* Record set:

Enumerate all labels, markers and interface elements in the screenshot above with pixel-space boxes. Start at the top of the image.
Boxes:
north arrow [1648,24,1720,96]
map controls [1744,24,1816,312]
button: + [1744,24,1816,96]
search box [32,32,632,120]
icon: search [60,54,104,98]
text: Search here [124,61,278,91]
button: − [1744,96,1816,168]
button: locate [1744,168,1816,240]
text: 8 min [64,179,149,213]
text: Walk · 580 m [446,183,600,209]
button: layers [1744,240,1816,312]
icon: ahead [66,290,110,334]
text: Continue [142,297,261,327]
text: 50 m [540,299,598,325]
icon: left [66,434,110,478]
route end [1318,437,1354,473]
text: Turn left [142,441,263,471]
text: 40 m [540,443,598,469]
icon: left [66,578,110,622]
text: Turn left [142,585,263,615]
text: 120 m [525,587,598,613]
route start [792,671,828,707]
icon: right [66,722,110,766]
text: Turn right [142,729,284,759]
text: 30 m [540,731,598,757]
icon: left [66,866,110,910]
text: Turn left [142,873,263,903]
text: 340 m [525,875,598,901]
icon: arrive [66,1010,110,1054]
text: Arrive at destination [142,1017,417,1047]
...
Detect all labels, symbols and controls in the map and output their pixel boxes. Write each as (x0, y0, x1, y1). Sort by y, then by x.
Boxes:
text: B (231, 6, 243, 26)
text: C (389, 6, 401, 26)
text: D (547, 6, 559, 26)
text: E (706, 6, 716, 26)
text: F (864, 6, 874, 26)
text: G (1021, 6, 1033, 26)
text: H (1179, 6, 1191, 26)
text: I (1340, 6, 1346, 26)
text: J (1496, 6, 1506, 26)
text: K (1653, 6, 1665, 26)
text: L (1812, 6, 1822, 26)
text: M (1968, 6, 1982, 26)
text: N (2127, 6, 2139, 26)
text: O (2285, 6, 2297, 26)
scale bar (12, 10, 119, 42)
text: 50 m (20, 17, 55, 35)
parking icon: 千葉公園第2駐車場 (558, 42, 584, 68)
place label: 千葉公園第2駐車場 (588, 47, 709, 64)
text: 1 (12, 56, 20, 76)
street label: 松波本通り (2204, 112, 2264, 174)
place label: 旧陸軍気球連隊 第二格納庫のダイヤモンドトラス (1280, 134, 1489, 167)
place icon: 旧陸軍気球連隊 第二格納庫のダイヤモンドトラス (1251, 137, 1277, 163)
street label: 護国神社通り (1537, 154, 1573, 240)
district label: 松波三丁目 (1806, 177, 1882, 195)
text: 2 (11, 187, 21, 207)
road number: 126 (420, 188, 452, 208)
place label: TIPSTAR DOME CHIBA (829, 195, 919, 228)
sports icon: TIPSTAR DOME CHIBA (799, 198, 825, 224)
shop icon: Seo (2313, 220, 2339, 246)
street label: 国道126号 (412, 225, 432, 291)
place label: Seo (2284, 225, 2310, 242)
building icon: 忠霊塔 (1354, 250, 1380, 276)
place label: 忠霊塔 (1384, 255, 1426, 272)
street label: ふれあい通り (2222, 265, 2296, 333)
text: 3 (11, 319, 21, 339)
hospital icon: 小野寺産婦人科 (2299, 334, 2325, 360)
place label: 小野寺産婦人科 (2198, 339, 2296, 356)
---
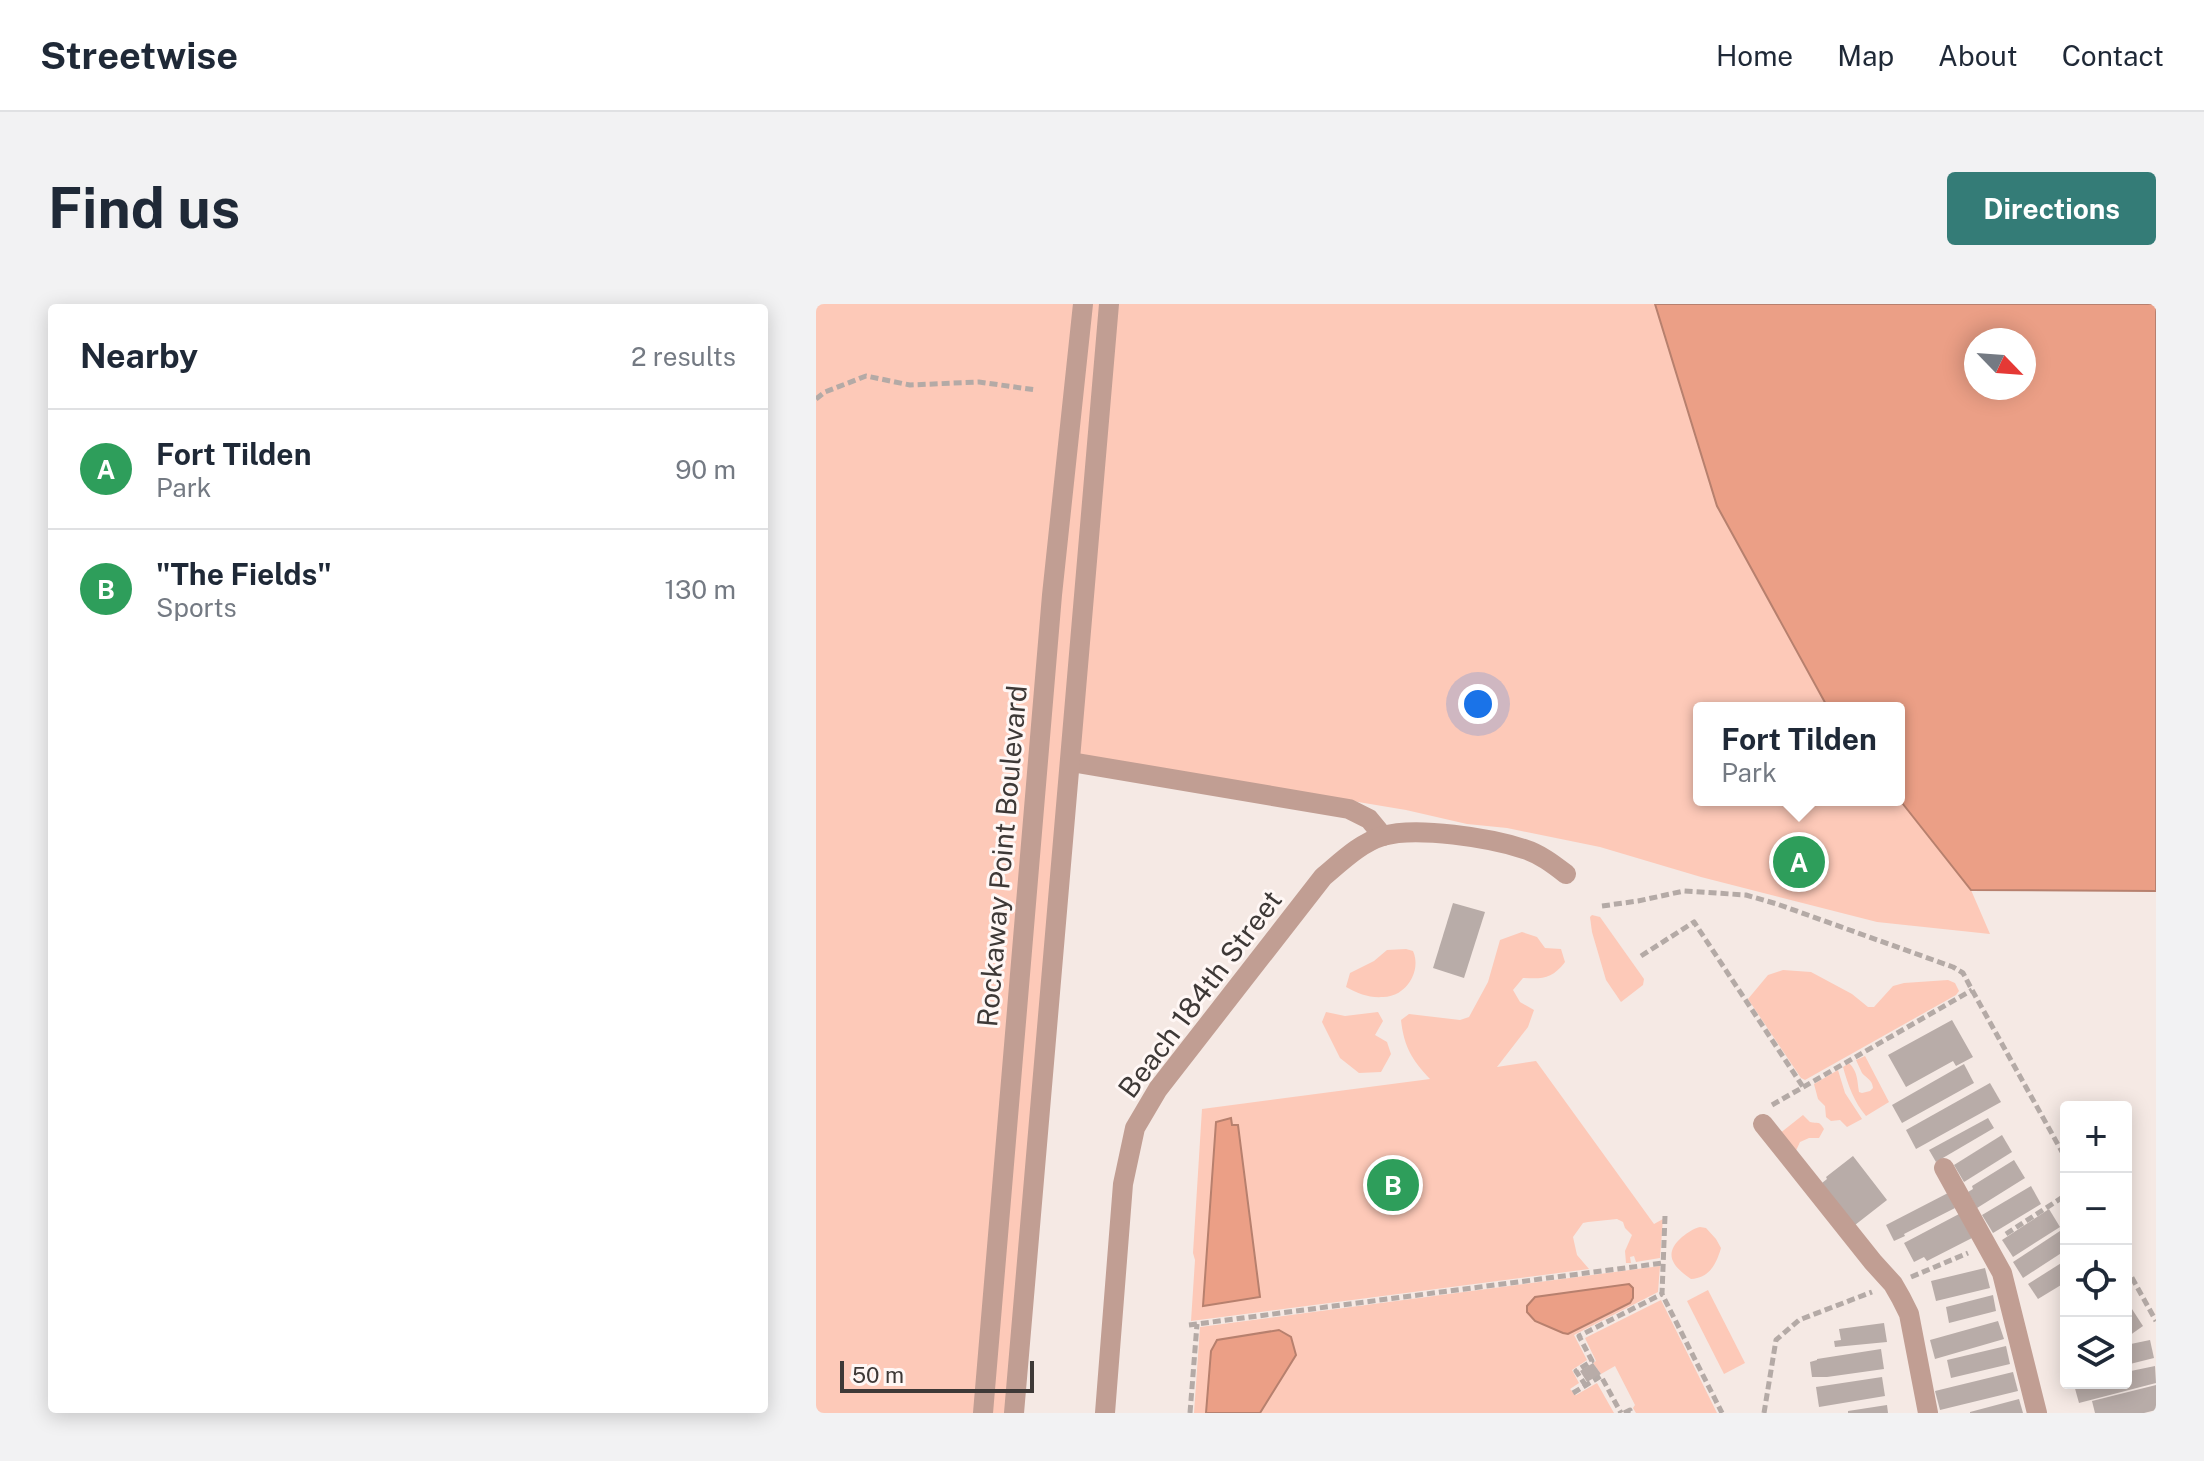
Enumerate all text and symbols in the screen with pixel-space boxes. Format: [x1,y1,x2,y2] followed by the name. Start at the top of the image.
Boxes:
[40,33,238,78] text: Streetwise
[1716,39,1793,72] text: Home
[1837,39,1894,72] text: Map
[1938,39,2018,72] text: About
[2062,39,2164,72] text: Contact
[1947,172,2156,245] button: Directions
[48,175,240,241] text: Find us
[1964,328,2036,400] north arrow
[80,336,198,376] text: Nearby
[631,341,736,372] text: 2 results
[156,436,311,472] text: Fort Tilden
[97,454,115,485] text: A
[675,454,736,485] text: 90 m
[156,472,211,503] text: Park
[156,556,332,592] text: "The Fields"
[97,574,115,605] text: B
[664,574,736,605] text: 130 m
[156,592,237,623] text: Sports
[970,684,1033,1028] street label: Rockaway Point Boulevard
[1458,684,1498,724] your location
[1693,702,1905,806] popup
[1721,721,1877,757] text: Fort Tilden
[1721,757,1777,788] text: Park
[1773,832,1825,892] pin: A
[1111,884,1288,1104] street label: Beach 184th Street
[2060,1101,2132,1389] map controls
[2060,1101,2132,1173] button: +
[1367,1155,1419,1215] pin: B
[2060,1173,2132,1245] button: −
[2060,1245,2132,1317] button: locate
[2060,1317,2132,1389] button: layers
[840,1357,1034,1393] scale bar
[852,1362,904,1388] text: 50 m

* Brief: For this exercise, copy each line from the listing above that has the word "space".

* Response:
Enumerate all labels, markers and interface elements in the screenshot above with pixel-space boxes. Start at the top of the image.
Enumerate all text and symbols in the screen with pixel-space boxes. Format: [x1,y1,x2,y2] followed by the name. Start at the top of the image.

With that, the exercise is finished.